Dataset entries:

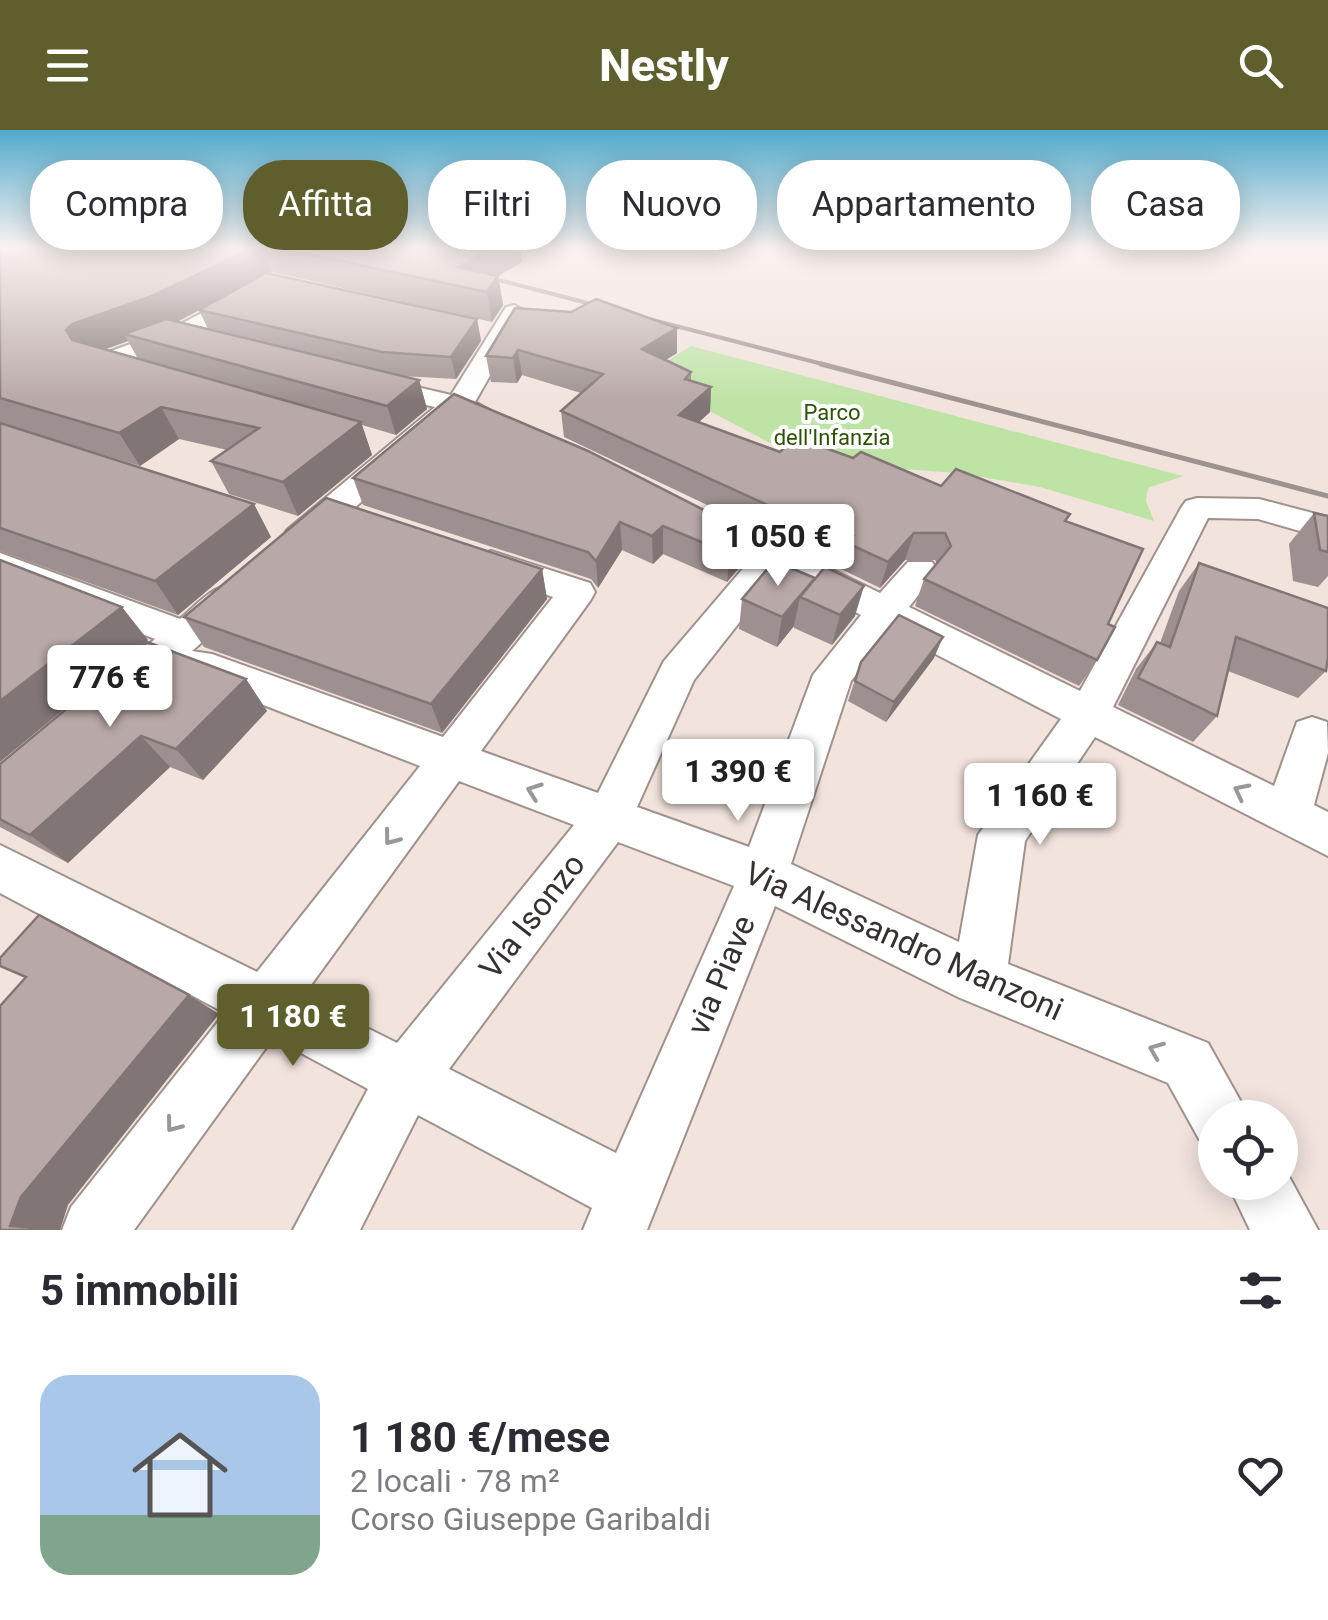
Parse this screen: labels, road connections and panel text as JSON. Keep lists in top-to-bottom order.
{
  "streets": {
    "street": ["Via Isonzo", "Via Alessandro Manzoni", "via Piave"]
  },
  "crossings": [
    ["Via Isonzo", "Via Alessandro Manzoni"],
    ["Via Alessandro Manzoni", "via Piave"]
  ],
  "parks": ["Parco dell'Infanzia"],
  "page": {
    "header": "Nestly",
    "chip": [
      "Compra",
      "Affitta",
      "Filtri",
      "Nuovo",
      "Appartamento",
      "Casa"
    ],
    "price": [
      "1 050 €",
      "776 €",
      "1 390 €",
      "1 160 €",
      "1 180 €"
    ],
    "heading": "5 immobili",
    "list": [
      {
        "name": "1 180 €/mese",
        "note": "2 locali · 78 m² · Corso Giuseppe Garibaldi"
      }
    ]
  }
}
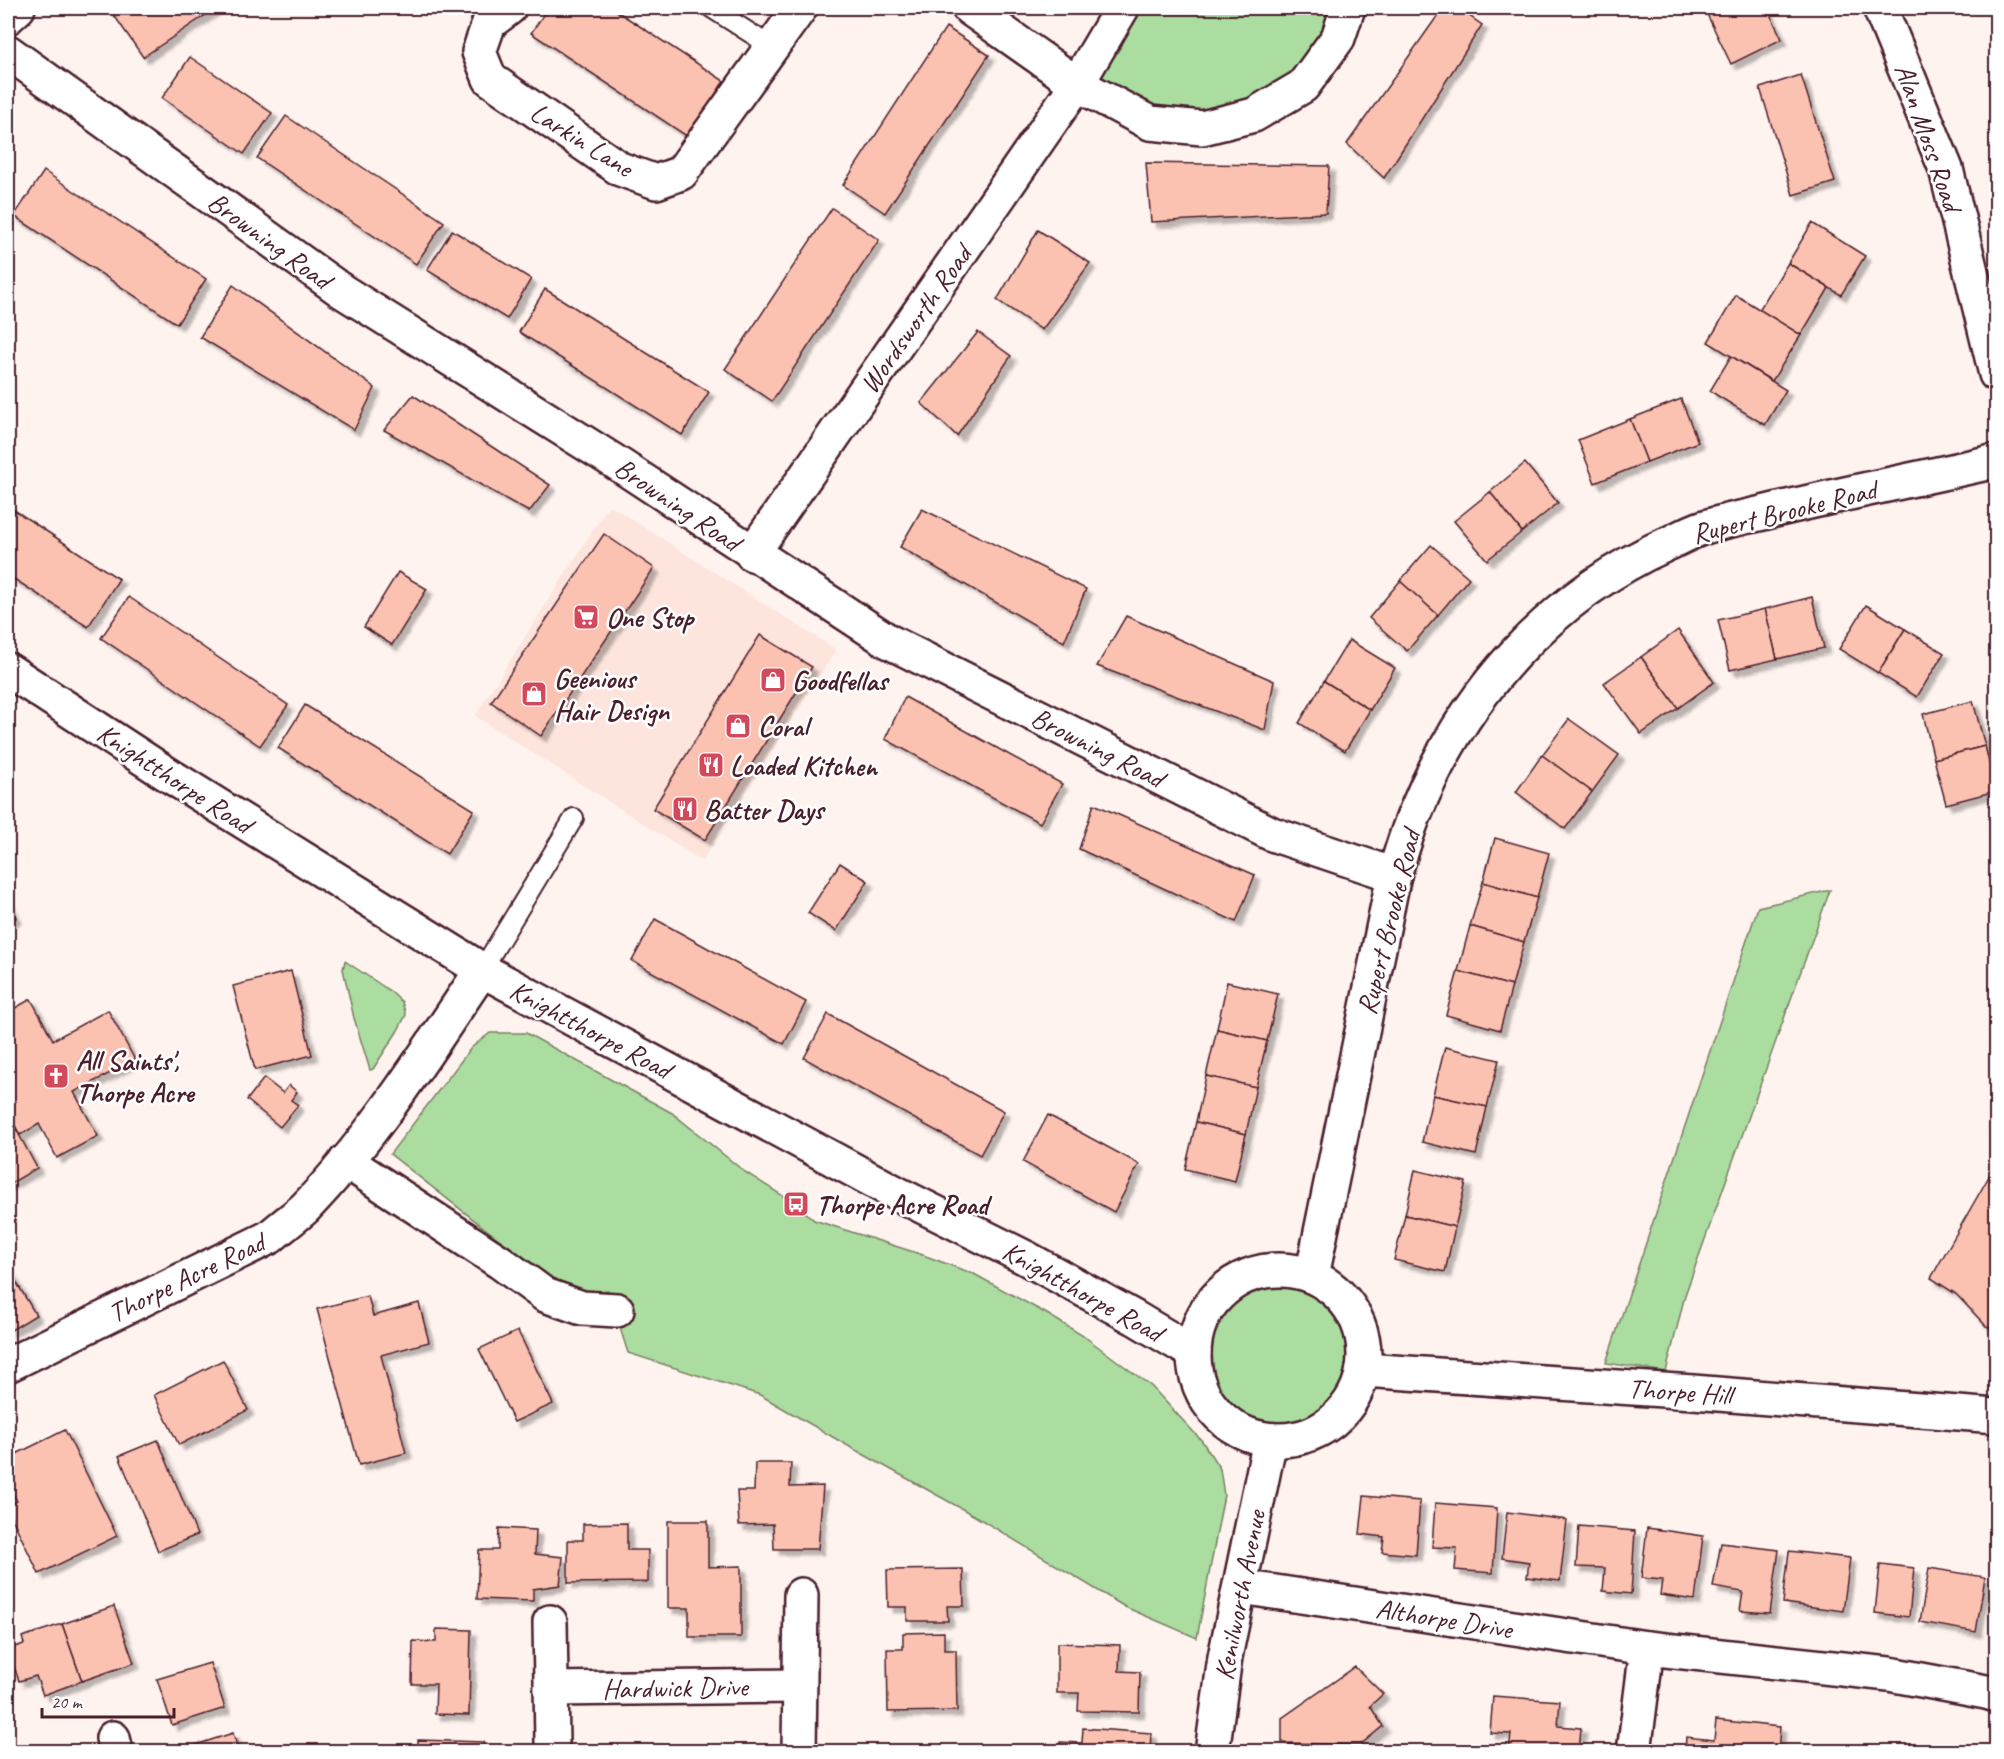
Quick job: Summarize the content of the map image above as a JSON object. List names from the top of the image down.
{
  "streets": {
    "street": [
      "Alan Moss Road",
      "Larkin Lane",
      "Browning Road",
      "Wordsworth Road",
      "Rupert Brooke Road",
      "Knightthorpe Road",
      "Thorpe Acre Road",
      "Thorpe Hill",
      "Kenilworth Avenue",
      "Althorpe Drive",
      "Hardwick Drive"
    ]
  },
  "crossings": [
    ["Browning Road", "Wordsworth Road"],
    ["Browning Road", "Rupert Brooke Road"],
    ["Rupert Brooke Road", "Knightthorpe Road"],
    ["Rupert Brooke Road", "Thorpe Hill"],
    ["Rupert Brooke Road", "Kenilworth Avenue"],
    ["Knightthorpe Road", "Thorpe Acre Road"],
    ["Knightthorpe Road", "Thorpe Hill"],
    ["Knightthorpe Road", "Kenilworth Avenue"],
    ["Thorpe Hill", "Kenilworth Avenue"],
    ["Kenilworth Avenue", "Althorpe Drive"]
  ],
  "places": {
    "supermarket": ["One Stop"],
    "shop": ["Goodfellas", "Geenious Hair Design", "Coral"],
    "restaurant": ["Loaded Kitchen", "Batter Days"],
    "church": ["All Saints', Thorpe Acre"],
    "bus stop": ["Thorpe Acre Road"]
  },
  "scale_bar": "20 m"
}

## Assigned task
When a line above includes the word "Wordsworth", please list that line.

## Response to this exercise
      "Wordsworth Road",
    ["Browning Road", "Wordsworth Road"],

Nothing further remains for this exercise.